On sent aujourd’hui que les groupes français ont plus envie de s’exporter…

T. M. : Nous, ça n’a jamais été notre moteur. Le vrai choix de chanter en anglais, c’est qu’à un moment on a été un peu plus obstiné que d’autres parce qu’on n’imaginait pas faire autrement.

C. M. : A part Gainsbourg, les seuls groupes qui nous intéressaient adolescents chantaient en anglais. Mais pour nous, on y super français. A l’étranger, personne n’a de doute qu’on est français.

Vous en jouiez un peu sur le précédent album avec une chanson comme « Napoleon Says »…

C. M. : Ca nous amusait parce que c’est nouveau. C’est quelque chose de très anglais en fait. Ca nous permet aussi de ne pas ressembler aux autres groupes. On n’a pas envie de parler de Cadillac. Nous, on parlera plus de Franz Liszt ou de Napoleon.
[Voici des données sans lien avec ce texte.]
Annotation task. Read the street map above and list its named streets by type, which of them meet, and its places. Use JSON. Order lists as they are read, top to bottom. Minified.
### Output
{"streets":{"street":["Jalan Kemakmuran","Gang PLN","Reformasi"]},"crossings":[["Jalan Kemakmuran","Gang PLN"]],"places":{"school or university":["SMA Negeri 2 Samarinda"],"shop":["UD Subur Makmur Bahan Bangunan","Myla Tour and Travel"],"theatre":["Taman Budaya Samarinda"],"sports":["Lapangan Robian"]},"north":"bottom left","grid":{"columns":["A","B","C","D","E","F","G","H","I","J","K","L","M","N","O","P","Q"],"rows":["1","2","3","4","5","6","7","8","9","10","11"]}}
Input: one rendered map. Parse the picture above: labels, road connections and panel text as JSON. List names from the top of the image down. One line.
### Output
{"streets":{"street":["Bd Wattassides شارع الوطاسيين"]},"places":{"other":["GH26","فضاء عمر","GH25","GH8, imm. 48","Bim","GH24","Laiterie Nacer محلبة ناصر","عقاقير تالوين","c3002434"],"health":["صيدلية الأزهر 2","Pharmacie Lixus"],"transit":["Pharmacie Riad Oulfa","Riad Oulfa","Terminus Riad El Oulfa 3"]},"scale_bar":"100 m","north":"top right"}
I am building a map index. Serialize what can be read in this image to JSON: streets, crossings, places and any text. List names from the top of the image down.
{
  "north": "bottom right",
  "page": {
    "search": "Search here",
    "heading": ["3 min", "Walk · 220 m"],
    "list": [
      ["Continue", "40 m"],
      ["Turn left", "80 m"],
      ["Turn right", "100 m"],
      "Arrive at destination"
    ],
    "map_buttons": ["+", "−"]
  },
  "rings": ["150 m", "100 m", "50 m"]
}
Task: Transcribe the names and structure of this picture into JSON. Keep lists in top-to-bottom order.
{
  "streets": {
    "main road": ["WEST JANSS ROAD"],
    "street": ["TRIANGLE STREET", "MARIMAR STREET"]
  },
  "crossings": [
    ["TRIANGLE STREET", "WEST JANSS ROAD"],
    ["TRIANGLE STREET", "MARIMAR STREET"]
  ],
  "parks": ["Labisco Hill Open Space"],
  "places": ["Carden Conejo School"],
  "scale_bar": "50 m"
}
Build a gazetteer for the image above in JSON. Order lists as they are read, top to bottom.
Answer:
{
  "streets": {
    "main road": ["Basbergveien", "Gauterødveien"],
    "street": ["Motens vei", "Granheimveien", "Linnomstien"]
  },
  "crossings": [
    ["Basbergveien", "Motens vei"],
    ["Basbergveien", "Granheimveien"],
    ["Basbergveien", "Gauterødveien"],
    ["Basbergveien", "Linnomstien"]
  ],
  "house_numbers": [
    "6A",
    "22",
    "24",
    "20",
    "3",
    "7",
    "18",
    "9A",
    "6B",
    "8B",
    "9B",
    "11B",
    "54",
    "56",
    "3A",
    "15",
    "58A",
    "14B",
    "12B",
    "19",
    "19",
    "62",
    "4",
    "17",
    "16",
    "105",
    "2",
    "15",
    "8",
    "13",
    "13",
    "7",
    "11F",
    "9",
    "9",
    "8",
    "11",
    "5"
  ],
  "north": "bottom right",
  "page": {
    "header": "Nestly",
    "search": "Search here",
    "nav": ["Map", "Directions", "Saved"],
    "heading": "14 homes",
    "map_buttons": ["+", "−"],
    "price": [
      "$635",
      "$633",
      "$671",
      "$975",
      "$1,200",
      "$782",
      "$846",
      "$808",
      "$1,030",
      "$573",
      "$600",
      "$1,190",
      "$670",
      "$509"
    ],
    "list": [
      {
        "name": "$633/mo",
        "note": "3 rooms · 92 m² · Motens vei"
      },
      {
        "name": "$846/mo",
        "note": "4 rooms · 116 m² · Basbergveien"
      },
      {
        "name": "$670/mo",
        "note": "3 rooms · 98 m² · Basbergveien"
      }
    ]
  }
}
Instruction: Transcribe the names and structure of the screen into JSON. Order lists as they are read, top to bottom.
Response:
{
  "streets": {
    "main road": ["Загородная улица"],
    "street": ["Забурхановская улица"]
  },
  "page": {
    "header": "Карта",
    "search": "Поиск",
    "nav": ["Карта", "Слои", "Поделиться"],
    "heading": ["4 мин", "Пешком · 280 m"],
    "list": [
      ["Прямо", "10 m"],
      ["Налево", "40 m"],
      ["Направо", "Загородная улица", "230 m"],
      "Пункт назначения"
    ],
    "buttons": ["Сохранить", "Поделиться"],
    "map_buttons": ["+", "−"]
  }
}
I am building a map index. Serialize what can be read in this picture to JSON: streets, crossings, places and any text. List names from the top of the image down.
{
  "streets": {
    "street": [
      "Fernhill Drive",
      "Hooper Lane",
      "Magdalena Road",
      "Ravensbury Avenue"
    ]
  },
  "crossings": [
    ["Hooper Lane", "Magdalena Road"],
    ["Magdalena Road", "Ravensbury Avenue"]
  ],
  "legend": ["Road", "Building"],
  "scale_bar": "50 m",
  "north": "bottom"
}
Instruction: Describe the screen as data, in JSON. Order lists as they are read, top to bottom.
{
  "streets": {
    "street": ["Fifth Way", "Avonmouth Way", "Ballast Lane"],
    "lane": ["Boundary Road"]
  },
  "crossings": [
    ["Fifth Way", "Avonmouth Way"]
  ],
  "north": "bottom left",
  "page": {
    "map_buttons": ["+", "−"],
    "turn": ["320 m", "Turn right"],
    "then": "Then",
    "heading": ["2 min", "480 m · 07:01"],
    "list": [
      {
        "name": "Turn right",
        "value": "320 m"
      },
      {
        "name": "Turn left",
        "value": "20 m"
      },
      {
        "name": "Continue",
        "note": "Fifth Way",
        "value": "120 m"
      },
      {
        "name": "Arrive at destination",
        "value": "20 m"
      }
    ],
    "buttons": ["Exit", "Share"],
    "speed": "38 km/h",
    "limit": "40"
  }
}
T. M. : Même si on a une tendresse pour les yéyés - on a quand même ça dans nos gènes -, on ne peut pas s’empêcher de voir les santiags et le juke-box. C’est une forme de traumatisme contre lequel on s’est construit.

Il y a ce mythe en pop de la chanson parfaite. C’est quelque chose qui vous fait rêver ?

T. M. : Pour nous, il y a toujours eu cette idée d’une chanson pop qui peut plaire à tout le monde comme Burt Bacharach, Harry Nilsson. Quand on a grandi il y avait les chansons pop comme ça qui pouvait plaire à tout le monde et il y avait une autre musique qui avait plus l’air d’un art moderne comme une toile de Jackson Pollock. Cette musique là était plus importante pour nous. Des groupes comme My Bloody Valentine, on avait l’impression qu’ils ne parlaient qu’à nous.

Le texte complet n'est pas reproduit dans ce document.